*REQUIRED ACTION*: Your answer must be a word-for-word copy of the data.

*EXERCISE MATERIAL*:
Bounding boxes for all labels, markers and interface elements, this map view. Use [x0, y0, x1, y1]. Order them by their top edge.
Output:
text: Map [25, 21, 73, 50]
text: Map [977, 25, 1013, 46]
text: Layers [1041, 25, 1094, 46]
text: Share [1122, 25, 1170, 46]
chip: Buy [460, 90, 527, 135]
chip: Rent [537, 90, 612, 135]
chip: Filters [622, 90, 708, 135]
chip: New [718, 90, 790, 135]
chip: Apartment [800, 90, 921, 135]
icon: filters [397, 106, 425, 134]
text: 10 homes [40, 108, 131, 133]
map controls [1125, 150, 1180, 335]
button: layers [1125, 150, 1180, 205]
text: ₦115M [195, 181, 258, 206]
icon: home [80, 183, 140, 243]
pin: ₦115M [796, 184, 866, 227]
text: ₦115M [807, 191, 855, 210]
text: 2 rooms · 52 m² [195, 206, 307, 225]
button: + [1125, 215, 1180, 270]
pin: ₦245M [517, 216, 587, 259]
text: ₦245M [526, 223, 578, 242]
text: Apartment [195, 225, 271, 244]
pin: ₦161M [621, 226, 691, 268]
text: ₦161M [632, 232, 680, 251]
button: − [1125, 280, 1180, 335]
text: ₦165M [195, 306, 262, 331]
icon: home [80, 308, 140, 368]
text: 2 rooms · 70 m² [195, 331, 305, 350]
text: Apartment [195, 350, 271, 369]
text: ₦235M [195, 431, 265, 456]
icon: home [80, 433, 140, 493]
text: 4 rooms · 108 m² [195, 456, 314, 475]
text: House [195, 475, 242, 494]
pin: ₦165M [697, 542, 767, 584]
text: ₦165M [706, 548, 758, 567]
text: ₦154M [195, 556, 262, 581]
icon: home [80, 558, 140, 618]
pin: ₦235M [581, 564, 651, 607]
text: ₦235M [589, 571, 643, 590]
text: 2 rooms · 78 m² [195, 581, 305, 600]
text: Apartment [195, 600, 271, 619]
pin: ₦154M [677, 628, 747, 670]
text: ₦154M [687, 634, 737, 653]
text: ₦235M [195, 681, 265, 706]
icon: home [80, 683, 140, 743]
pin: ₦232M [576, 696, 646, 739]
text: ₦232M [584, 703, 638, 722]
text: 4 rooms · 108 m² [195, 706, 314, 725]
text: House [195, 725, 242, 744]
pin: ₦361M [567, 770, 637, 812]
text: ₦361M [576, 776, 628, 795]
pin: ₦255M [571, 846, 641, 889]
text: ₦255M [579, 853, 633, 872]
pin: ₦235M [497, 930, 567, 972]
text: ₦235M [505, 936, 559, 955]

*EXPECTED OUTPUT*:
Bounding boxes for all labels, markers and interface elements, this map view. Use [x0, y0, x1, y1]. Order them by their top edge.
Output:
text: Map [25, 21, 73, 50]
text: Map [977, 25, 1013, 46]
text: Layers [1041, 25, 1094, 46]
text: Share [1122, 25, 1170, 46]
chip: Buy [460, 90, 527, 135]
chip: Rent [537, 90, 612, 135]
chip: Filters [622, 90, 708, 135]
chip: New [718, 90, 790, 135]
chip: Apartment [800, 90, 921, 135]
icon: filters [397, 106, 425, 134]
text: 10 homes [40, 108, 131, 133]
map controls [1125, 150, 1180, 335]
button: layers [1125, 150, 1180, 205]
text: ₦115M [195, 181, 258, 206]
icon: home [80, 183, 140, 243]
pin: ₦115M [796, 184, 866, 227]
text: ₦115M [807, 191, 855, 210]
text: 2 rooms · 52 m² [195, 206, 307, 225]
button: + [1125, 215, 1180, 270]
pin: ₦245M [517, 216, 587, 259]
text: ₦245M [526, 223, 578, 242]
text: Apartment [195, 225, 271, 244]
pin: ₦161M [621, 226, 691, 268]
text: ₦161M [632, 232, 680, 251]
button: − [1125, 280, 1180, 335]
text: ₦165M [195, 306, 262, 331]
icon: home [80, 308, 140, 368]
text: 2 rooms · 70 m² [195, 331, 305, 350]
text: Apartment [195, 350, 271, 369]
text: ₦235M [195, 431, 265, 456]
icon: home [80, 433, 140, 493]
text: 4 rooms · 108 m² [195, 456, 314, 475]
text: House [195, 475, 242, 494]
pin: ₦165M [697, 542, 767, 584]
text: ₦165M [706, 548, 758, 567]
text: ₦154M [195, 556, 262, 581]
icon: home [80, 558, 140, 618]
pin: ₦235M [581, 564, 651, 607]
text: ₦235M [589, 571, 643, 590]
text: 2 rooms · 78 m² [195, 581, 305, 600]
text: Apartment [195, 600, 271, 619]
pin: ₦154M [677, 628, 747, 670]
text: ₦154M [687, 634, 737, 653]
text: ₦235M [195, 681, 265, 706]
icon: home [80, 683, 140, 743]
pin: ₦232M [576, 696, 646, 739]
text: ₦232M [584, 703, 638, 722]
text: 4 rooms · 108 m² [195, 706, 314, 725]
text: House [195, 725, 242, 744]
pin: ₦361M [567, 770, 637, 812]
text: ₦361M [576, 776, 628, 795]
pin: ₦255M [571, 846, 641, 889]
text: ₦255M [579, 853, 633, 872]
pin: ₦235M [497, 930, 567, 972]
text: ₦235M [505, 936, 559, 955]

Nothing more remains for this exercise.